You have to schedule meetings with the SME. You have to speak with the business executives to figure out the learning objectives. You have to know the target audience. It seems you have your hands full. Why should you bother to rack your brains and think of a story? Why would you need to tell a story in an eLearning course?
Stories hold enormous power over our minds and hearts for a reason. They are how we think, how we make sense of information, how we define ourselves, and how we persuade others. According to a recent article in Psychology Today, stories continue to hold power in this digital age because the human brain hasn't evolved as fast as technology and it's only through stories that we can connect to the various digital platforms and media messages out there today.
Stories can improve your eLearning courses, not only making then more instructionally effective but also more engaging.
How Do Stories Create Emotional Engagement?
Human beings are emotional creatures. We would rather ask a friend or a co-worker for advice than rely on a manual. The image of just a swanky car doesn't excite us. But when the advertisers claim it can pack in the whole family (Timmy included) and picnic paraphernalia, we suddenly begin toying with the idea of buying it. We all have a soft spot for the underdogs. Emotions sway us, and we feel inspired when we can relate to the protagonist or the circumstances in the story.
Here's how stories make an eLearning course more engaging:
Stories emotionally connect with learners.
There is a child inside every one of us. It loves stories. It goes wide-eyed with wonder reading about or listening to the exploits of its heroes. It cheers the hero and bays for the villain's defeat. The child is emotionally involved with the story. When you weave stories into your eLearning courses, you can connect with your audience emotionally. When you create an emotional connection with your learners, you are a step closer to making them believe in the value of your content; you are making them want to learn even more.
Stories whet our curiosity.
A good story—whether it is in a book or on the TV—keeps us up at night. We keep turning the pages of a book or forget to surf channels because we want to know, "what will happen after this?" When you weave your eLearning content within an engaging story, your audience will gobble it up. Add a dash of suspense and pepper some teasers to make your content dramatic. Your audience will be curious to learn more. A story told well also engages more areas of the brain as the learner engages with it and tries to figure out what's happening in his head or predict the hero's next move. So there is active learning, which is more effective than rote learning.
Stories help learners relate to the content.

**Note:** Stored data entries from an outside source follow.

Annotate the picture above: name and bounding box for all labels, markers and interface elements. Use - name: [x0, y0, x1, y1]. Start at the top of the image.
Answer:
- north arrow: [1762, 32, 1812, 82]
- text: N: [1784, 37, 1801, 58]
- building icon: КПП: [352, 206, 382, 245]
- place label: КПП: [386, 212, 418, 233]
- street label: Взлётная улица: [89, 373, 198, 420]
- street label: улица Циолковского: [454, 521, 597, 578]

People connect with other people, so ensure you stories focus on characters, life situations and problems that mimic the learner's reality. Stories feel more alive and real than charts and statistics. When learners can relate to the content, the learning experience becomes memorable.
Stories inspire action.
Facts alone cannot help you persuade people. Stories do, and good stories are a very powerful tool in the art of persuasion. They keep people engaged and interested. They evoke strong emotions, and they’re easier to remember than facts. When your story resonates with the audience and the hero strikes a chord with them, you can inspire learners to modify behavior and reorient their thought patterns and attitudes.

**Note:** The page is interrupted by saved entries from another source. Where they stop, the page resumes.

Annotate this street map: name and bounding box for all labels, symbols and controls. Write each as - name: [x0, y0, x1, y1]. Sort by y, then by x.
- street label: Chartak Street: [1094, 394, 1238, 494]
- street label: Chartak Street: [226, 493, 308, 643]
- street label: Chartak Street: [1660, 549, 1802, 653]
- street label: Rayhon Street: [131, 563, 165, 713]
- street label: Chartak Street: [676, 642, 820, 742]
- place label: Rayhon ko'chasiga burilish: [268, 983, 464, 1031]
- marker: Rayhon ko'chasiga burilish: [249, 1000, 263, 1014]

How Do Stories Make a Course Instructionally Effective?
Explaining content through stories is an effective instructional strategy, and it is not just kids who learn better this way. Stories engage the brain and make it work in ways that statistics and dry facts cannot ever accomplish. In fact, stories provide a welcome respite to your adult corporate learners from their daily dosage of presentations and charts and make them curious to explore and engage with the content.
Here's how stories make eLearning courses more instructionally sound:
Stories provide context and relevance.
Your adult corporate learners are application- and results-driven individuals. You cannot wow them or impress them enough to spend their precious time taking your course if they cannot fathom what's in it for them. By mimicking the reality of the learners in the plot, a story provides context and relevance to the course. Students know how the course will help them resolve their workplace problems or teach skills and behavior that will let them advance in their careers.
Stories make it easier to remember.
We remember the stories—the fairy tales, the animal tales, and the superhero comics—we had read when we were kids. Do we remember in such detail what we studied in middle school? We don't. That's because, according to research, 63 percent of people remember facts if these are presented couched inside a story compared to a paltry 5 percent when the information is bombarded on them in a conventional presentation format.
Stories can make complex and abstract concepts lucid.
The scenarios you create within a story and the actions of the hero do more than just instruct. They provide a roadmap to the learners by actually demonstrating how they should act in particular situations. Stories make it easier to explain complex and abstract concepts with anecdotes and analogies.
For example, using visual metaphors to tell stories is a powerful technique to help people learn. Visual metaphors nail down abstract ideas and present them in tangible graphical forms that are easy to understand. They lay hidden relationships and pinpoint underlying patterns and trends.
Stories break monotony.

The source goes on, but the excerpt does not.